Warhammer 40,000: Damnation Crusade #1

Yes, I played the game. Yes, I painted the little men. Yes, I flocked the hills. I consulted rulebooks and charts and blast templates. ... I pretty much drew the line at fiction, however. It always seemed a step too far. Warhammer 40,000 is a damned interesting universe, though - full of darkness, religion, and Gothic architecture. It's got a lot more grit and conflict than its fantasy counterpart, and I can definitely see the potential for some great fiction from the setting.

Adapting a licensed universe presents a tightrope act for a writer: there's a good chunk of your audience coming to the comic shop specifically for the license, but another set reading it as just another comic. You need to appeal to both worlds, laying out the superstructure while not boring those already familiar with it. Dan Abnett's no stranger to the universe of Warhammer 40K, and he's also written a comic or two. He's the perfect writer for the project, and it shows: he walks that tightrope well, engaging in a lot of world-building while developing a fistful of plots and characters that will carry through the miniseries. With co-writer Ian Edgington, he hits a perfect tone that makes this universe work, a mythic scale that makes sure it doesn't fall into Tom Clancy In Space territory.

BOOM! Studios has done it again, pairing a top-notch writer who brings experience to the table with an unknown artist bursting with potential: Lui Antonio. Though his faces feel a bit too over-drawn, too controlled, his sense of scale and composition is a perfect match for the legendary tone Abnett and Edgington bring to the comic. There's violence and action aplenty, and and multiple plots and characters ... Antonio never gets overwhelmed, and keeps the storytelling both clear and beautiful. He's also helped immensely by his ability to stay on-model, as the Warhammer universe has always has utterly fantastic visuals to play with.

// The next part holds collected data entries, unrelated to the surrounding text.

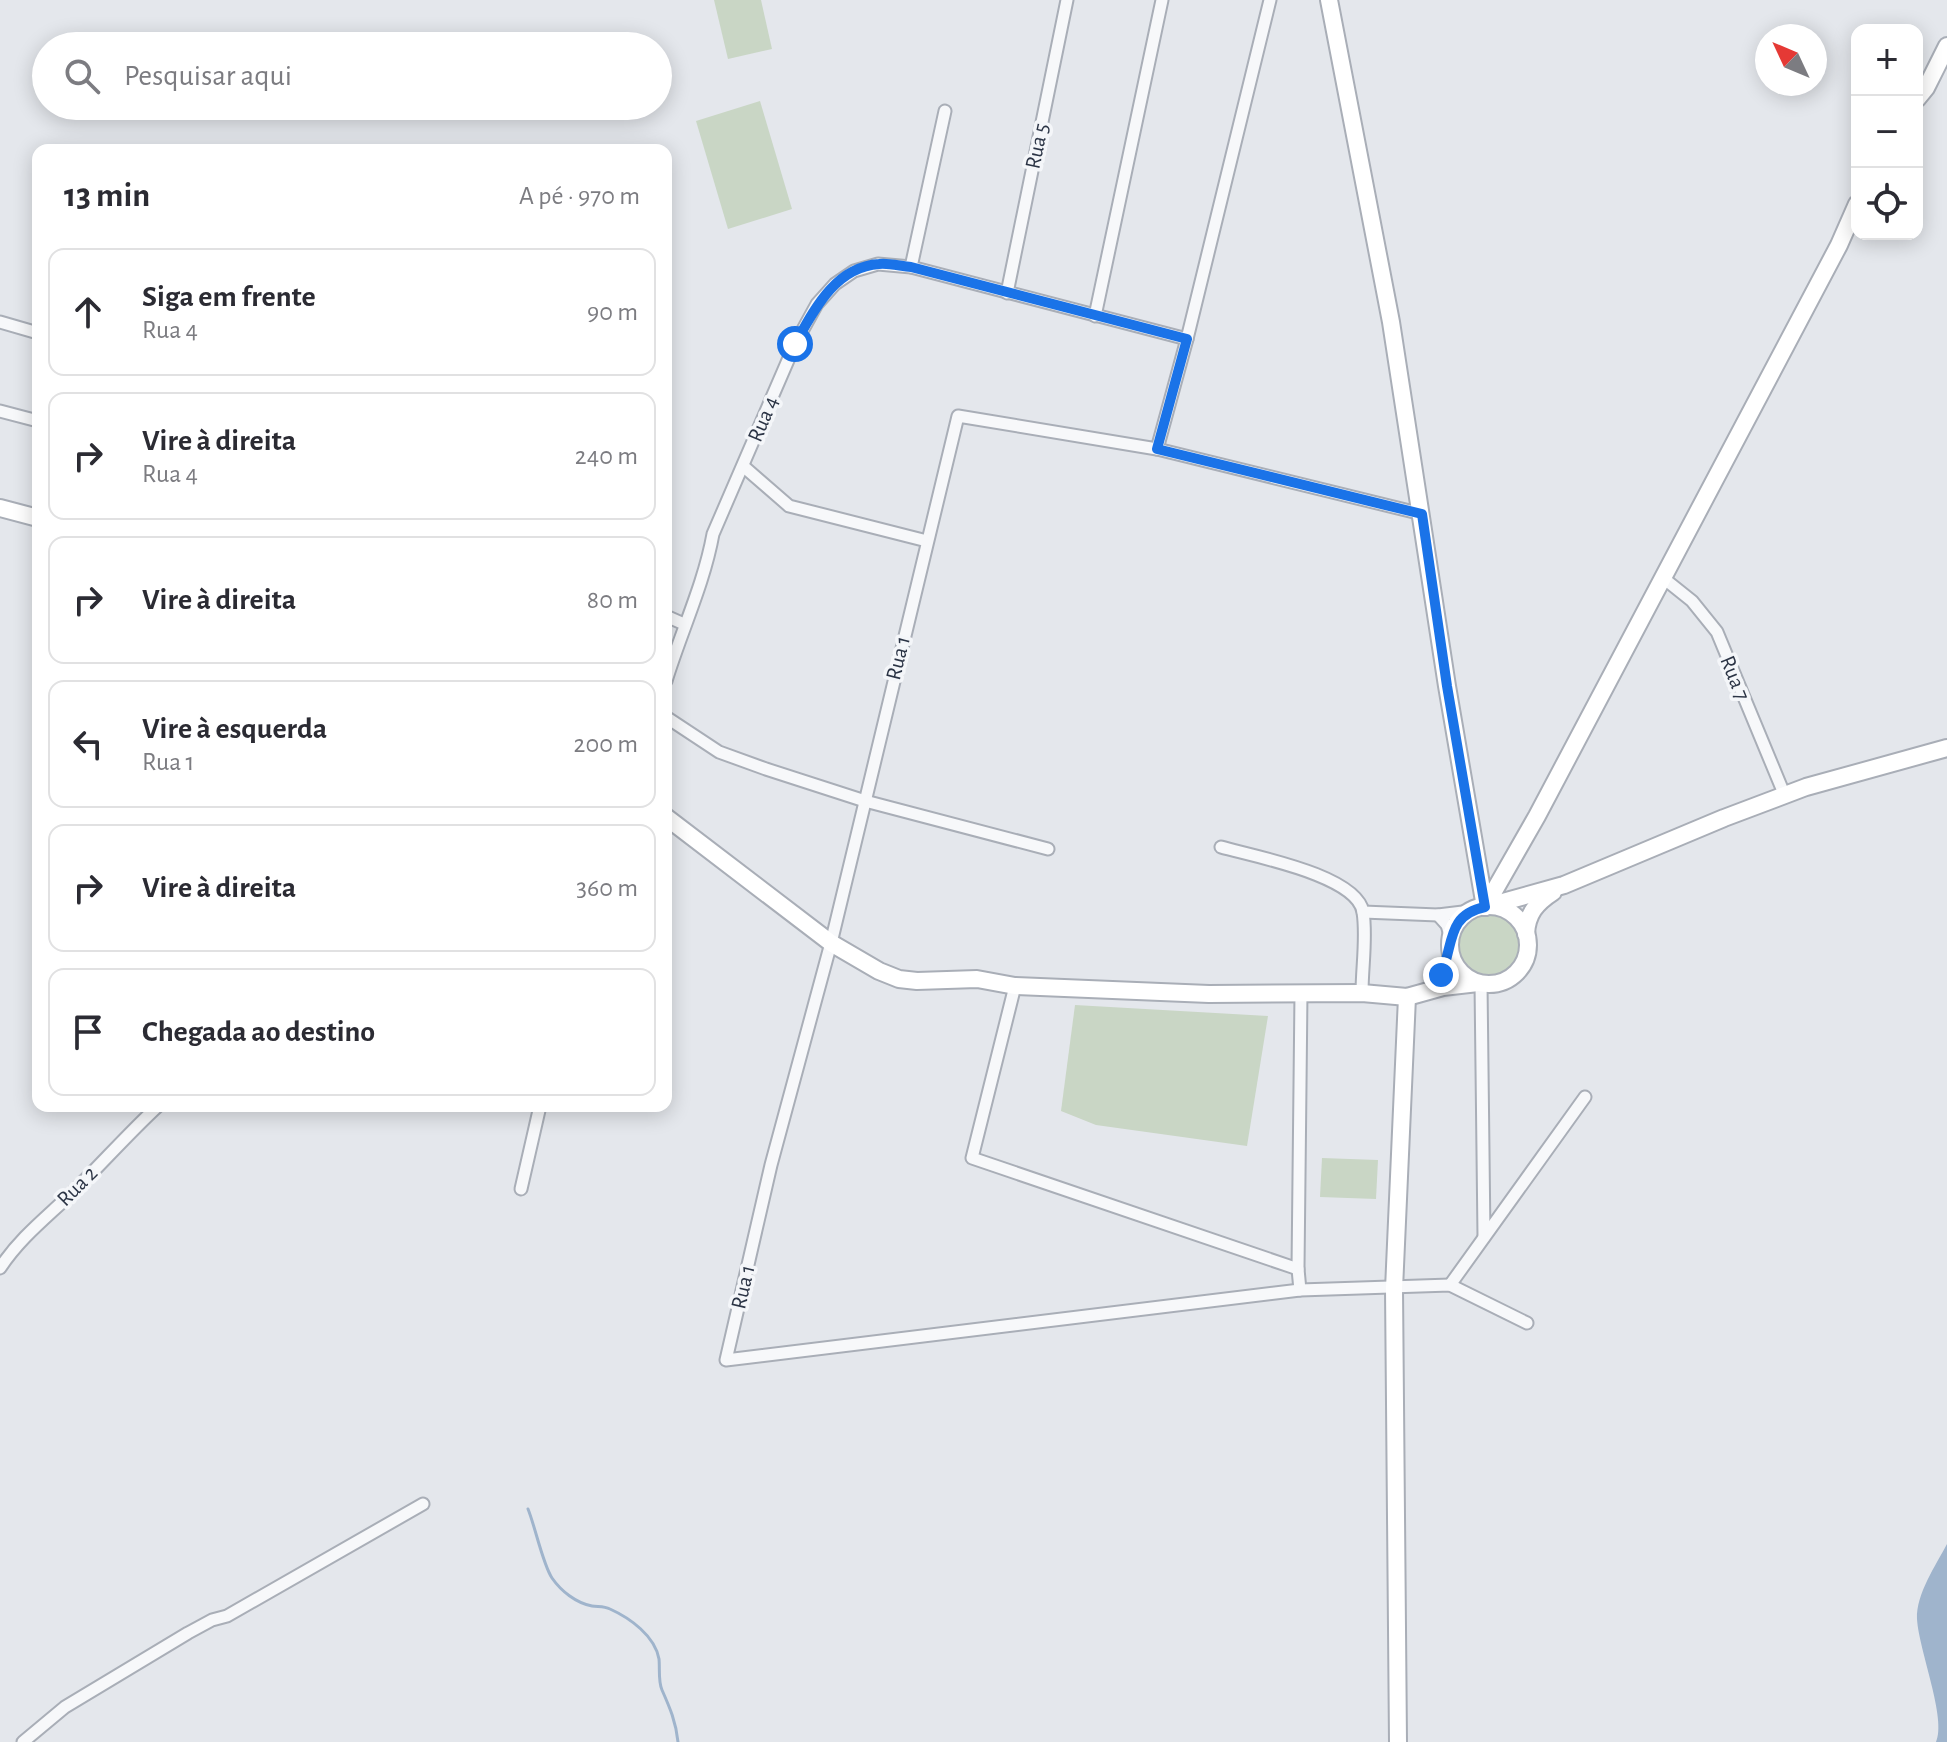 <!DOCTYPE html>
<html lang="pt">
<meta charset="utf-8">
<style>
body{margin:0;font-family:"Alegreya Sans",sans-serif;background:#f2f2f3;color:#2b2b33}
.controls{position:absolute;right:24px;top:24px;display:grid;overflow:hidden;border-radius:16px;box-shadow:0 4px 20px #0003}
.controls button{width:72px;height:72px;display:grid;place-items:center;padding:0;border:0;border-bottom:2px solid #e1e1e2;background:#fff;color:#2b2b33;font:40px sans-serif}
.compass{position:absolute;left:1755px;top:24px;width:72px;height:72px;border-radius:50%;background:#fff;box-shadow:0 4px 20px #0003;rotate:314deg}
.stop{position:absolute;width:24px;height:24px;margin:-18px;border:6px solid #1a73e8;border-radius:50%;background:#fff}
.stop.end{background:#1a73e8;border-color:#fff;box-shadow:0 2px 8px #0008}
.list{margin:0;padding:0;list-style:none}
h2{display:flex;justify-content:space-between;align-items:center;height:104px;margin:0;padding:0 32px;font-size:34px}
h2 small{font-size:26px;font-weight:400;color:#7c7c81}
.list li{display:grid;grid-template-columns:52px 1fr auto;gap:24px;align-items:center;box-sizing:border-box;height:128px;margin:0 16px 16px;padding:0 16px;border:2px solid #e1e1e2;border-radius:16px}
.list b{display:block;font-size:30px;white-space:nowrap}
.list p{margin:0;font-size:26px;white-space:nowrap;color:#7c7c81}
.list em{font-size:26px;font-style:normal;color:#7c7c81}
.icon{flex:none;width:44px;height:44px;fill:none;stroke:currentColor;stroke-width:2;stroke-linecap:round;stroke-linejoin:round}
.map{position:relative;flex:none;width:1947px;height:1742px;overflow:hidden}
.search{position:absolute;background:#fff;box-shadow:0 4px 20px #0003;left:32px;top:32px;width:640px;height:88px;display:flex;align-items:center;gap:20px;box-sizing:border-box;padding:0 28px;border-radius:44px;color:#7c7c81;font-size:30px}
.panel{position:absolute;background:#fff;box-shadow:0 4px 20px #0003;left:32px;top:144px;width:640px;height:968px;border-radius:16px}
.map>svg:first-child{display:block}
.green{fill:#c9d6c5}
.water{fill:#9fb4cc}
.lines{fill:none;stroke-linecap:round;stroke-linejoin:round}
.stream{stroke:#9fb4cc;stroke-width:3}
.street-casing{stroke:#a9aeb7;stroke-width:15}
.secondary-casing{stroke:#a9aeb7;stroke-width:20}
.street{stroke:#f7f8fa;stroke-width:11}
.secondary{stroke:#fff;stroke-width:16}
.route{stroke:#1a73e8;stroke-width:10}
.labels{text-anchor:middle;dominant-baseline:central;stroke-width:7;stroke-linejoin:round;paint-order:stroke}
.street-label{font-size:22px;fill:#2b3445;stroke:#f4f6f9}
</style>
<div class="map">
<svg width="1947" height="1742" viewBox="0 0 1947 1742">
<rect width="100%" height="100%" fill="#e4e7ec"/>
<g class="green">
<path d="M714,0H761L772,49L728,59Z"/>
<path d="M760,101L792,209L728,229L696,121Z"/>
<circle cx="1489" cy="945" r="31"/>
<path d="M1075,1005L1268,1016L1247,1146L1096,1125L1061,1111Z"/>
<path d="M1322,1158L1378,1160L1376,1199L1320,1197Z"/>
</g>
<path class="water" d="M1947,1544V1742H1936C1947,1719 1919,1651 1917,1619C1916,1594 1936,1565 1947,1544Z"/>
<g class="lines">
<path class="stream" d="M528,1509C535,1526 543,1565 552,1578C561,1591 576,1603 592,1606C598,1607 604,1606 610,1609C630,1618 655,1636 659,1659C660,1669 658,1681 662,1690C670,1708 676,1722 678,1742"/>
<g class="street-casing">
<g id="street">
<path d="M911,267L945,111"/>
<path d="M1007,293L1067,0"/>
<path d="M1095,316L1162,0"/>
<path d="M0,322L38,333"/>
<path d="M0,411L38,421"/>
<path d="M1157,449L1187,339L1270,0"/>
<path d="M743,466L789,506L927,541"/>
<path d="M1422,514L1157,449L958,416L831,943L771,1165L726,1360L1300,1290L1450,1285L1527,1323"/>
<path d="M1662,577L1692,601L1717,632L1785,796"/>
<path d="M666,616L684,624"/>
<path d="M666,681C681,632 704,584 713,534L795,344L817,304L835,284L854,271L878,264L911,267L1187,339"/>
<path d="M666,717L719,752L766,769L865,801L1048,849"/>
<path d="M1221,847C1252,856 1357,875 1363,912C1367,937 1362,967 1362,993"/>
<path d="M1363,912L1438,915L1471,911"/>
<path d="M1438,915L1447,925L1451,939"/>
<path d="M1481,983L1484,1237"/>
<path d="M1015,986L972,1158L1298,1269"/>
<path d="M521,1189L540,1106"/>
<path d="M0,1268C22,1235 50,1215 78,1187C105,1160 130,1132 158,1106"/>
<path d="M1450,1285L1585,1097"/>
<path d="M1300,1290L1298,1269L1301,993"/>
<path d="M23,1742L65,1707L188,1633L212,1620L227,1616L423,1504"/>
</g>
</g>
<g class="secondary-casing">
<g id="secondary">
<path d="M1329,0L1391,322L1447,686L1485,907"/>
<path d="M1917,99L1926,88L1947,46"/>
<path d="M0,508L38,518"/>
<path d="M666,817L831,943L879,971L899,979L917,981L977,979L1015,986L1209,994L1362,993L1407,997L1443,987L1478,983"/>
<circle cx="1489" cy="945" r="39"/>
<path d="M1485,907L1537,816L1839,245L1857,204"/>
<path d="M1485,907L1564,885L1724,818L1806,787L1947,748"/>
<path d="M1526,934C1527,914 1536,903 1553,892"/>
<path d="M1398,1742L1394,1289L1407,997"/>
</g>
</g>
<use href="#street" class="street"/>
<use href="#secondary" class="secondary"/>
</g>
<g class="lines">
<path class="route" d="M795,344C814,310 835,267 879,264C889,263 900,266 911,267L1187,339L1157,449L1422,514L1447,686L1485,907C1446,915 1454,945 1441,975"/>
</g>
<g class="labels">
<g class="street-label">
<text transform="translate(1037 146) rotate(-78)">Rua 5</text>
<text transform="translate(763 419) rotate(-67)">Rua 4</text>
<text transform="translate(898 658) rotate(-76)">Rua 1</text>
<text transform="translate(1735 678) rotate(68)">Rua 7</text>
<text transform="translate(77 1186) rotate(-45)">Rua 2</text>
<text transform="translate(743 1287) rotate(-77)">Rua 1</text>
</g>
</g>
</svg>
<div class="controls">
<button>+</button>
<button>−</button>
<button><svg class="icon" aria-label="locate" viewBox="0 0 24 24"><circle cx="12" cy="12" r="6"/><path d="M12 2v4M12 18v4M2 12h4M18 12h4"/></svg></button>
</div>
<svg class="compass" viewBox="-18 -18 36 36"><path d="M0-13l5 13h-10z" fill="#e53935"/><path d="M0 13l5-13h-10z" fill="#7c7c81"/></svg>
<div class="stop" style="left:795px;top:344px"></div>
<div class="stop end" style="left:1441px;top:975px"></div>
<div class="search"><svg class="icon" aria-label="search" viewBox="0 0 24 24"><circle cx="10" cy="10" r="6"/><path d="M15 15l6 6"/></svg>Pesquisar aqui</div>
<section class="panel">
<h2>13 min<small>A pé · 970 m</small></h2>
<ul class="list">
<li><svg class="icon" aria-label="ahead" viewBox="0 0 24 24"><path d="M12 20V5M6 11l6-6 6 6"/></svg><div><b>Siga em frente</b><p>Rua 4</p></div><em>90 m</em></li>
<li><svg class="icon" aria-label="right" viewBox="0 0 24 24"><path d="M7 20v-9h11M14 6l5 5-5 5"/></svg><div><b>Vire à direita</b><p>Rua 4</p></div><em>240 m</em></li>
<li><svg class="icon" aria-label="right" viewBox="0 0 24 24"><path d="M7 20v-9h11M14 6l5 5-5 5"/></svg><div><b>Vire à direita</b></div><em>80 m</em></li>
<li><svg class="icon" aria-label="left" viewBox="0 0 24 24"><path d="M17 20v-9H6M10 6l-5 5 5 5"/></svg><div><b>Vire à esquerda</b><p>Rua 1</p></div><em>200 m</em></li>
<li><svg class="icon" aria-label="right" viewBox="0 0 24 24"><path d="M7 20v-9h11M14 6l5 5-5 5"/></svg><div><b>Vire à direita</b></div><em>360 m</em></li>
<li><svg class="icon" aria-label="arrive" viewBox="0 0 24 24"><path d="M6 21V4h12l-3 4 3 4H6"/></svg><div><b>Chegada ao destino</b></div></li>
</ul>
</section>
</div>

Warhammer 40,000: Damnation Crusade is a hell of an opportunity for a small publisher, and BOOM! is capitalizing on it. This is a great debut issue, one that will satisfy both Games Workshop die-hards and newcomers to the universe. It hits store shelves tomorrow, December 20th.

5 comments:

Anonymous said...

Just a note that the illustration on this issue was by Greg Boychuk - he deserves his credit! It looks AWESOME!

Anonymous said...

Hi There,

Actually both Greg and Lui contributed on this issue, and i agree, it does look awesome!

Then again, I would ;)

Nelson.
Games Workshop.

Mark Fossen said...

I'm sure Greg Boychuk deserves his credit .... but he's not given any in the comic. I double-checked - I usually don't miss stuff like that - and can find nothing in the credits other than a "Special Thanks".

Did Greg do the main comic? Or, perhaps, the info section?

Guy LeCharles Gonzalez said...

I was curious what a fan of the game would think about this but I couldn't find any mention of it on either of their official sites or forums. I thought it was a solid read but too short to really rope me in; a 48-page debut might have made more sense.

greg boychuk said...

to clarify things, this issue was drawn by Lui and i just did a couple fill ins on some panels. not much really.